=== TASK TO COMPLETE ===
The records sit below. Return every line in them that holds the word "type".

Dataset entries
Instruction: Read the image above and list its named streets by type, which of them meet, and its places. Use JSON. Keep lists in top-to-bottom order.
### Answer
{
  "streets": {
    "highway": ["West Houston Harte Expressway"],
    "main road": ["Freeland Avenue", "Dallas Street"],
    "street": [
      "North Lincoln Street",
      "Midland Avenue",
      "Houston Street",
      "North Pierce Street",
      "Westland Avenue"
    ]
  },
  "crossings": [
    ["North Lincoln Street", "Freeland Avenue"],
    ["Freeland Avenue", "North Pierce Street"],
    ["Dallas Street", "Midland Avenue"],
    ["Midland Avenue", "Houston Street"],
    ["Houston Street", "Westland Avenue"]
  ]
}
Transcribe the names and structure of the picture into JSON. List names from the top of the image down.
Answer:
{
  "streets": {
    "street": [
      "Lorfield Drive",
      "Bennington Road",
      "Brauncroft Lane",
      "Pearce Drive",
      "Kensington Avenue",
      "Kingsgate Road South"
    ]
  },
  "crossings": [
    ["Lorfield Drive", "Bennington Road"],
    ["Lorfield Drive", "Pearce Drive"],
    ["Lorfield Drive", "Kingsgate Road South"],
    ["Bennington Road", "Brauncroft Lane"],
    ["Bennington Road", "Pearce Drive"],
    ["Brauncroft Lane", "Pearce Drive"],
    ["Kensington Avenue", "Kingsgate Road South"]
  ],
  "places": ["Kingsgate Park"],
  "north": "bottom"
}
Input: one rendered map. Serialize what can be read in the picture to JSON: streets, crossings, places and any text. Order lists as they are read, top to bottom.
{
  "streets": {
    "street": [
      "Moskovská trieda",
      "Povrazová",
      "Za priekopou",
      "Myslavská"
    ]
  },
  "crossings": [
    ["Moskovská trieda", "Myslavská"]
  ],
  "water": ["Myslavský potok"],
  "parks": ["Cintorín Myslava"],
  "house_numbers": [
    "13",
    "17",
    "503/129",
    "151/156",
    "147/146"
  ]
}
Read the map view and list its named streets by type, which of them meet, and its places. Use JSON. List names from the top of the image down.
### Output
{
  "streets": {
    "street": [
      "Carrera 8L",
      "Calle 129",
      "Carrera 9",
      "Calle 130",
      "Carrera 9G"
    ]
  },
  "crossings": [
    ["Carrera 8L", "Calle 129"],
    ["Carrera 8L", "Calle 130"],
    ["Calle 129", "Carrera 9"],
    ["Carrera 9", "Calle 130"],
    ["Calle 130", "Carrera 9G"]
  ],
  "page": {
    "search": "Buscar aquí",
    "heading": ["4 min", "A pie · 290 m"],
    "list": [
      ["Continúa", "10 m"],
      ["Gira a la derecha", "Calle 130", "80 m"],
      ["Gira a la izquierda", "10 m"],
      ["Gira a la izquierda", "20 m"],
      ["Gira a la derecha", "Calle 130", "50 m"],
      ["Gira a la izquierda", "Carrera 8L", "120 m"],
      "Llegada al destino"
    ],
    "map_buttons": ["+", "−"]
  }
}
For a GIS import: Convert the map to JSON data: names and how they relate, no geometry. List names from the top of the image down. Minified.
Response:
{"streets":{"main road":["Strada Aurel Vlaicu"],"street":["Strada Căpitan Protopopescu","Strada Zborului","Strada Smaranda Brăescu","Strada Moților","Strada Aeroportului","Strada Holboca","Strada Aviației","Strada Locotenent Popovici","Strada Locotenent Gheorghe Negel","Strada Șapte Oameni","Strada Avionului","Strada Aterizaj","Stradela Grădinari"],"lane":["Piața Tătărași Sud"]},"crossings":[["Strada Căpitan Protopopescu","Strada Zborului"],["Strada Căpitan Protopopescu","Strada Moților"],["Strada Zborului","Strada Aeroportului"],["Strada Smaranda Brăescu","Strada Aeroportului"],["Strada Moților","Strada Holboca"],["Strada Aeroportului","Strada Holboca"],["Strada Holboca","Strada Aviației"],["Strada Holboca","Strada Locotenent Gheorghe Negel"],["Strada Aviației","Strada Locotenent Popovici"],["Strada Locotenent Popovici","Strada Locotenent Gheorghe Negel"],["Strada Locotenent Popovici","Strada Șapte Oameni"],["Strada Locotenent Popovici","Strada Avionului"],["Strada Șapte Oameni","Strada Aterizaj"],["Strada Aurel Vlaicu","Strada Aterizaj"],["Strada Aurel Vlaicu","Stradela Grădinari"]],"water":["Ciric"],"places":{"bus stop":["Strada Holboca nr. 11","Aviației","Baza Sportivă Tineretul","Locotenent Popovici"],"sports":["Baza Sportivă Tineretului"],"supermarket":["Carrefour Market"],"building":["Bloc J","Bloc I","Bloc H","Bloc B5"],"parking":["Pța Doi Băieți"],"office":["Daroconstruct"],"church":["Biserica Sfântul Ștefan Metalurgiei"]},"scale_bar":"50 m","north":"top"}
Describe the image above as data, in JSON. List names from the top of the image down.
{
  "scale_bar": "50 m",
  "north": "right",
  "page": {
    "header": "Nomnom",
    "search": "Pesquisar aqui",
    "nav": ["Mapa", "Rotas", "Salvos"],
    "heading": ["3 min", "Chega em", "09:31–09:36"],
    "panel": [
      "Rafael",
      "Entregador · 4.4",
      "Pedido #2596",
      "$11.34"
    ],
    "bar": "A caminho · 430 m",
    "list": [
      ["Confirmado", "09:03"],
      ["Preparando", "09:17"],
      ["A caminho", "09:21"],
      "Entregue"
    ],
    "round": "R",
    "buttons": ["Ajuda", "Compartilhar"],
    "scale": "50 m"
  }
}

=== RESPONSE TO THE TASK ===
Instruction: Read the image above and list its named streets by type, which of them meet, and its places. Use JSON. Keep lists in top-to-bottom order.
Read the map view and list its named streets by type, which of them meet, and its places. Use JSON. List names from the top of the image down.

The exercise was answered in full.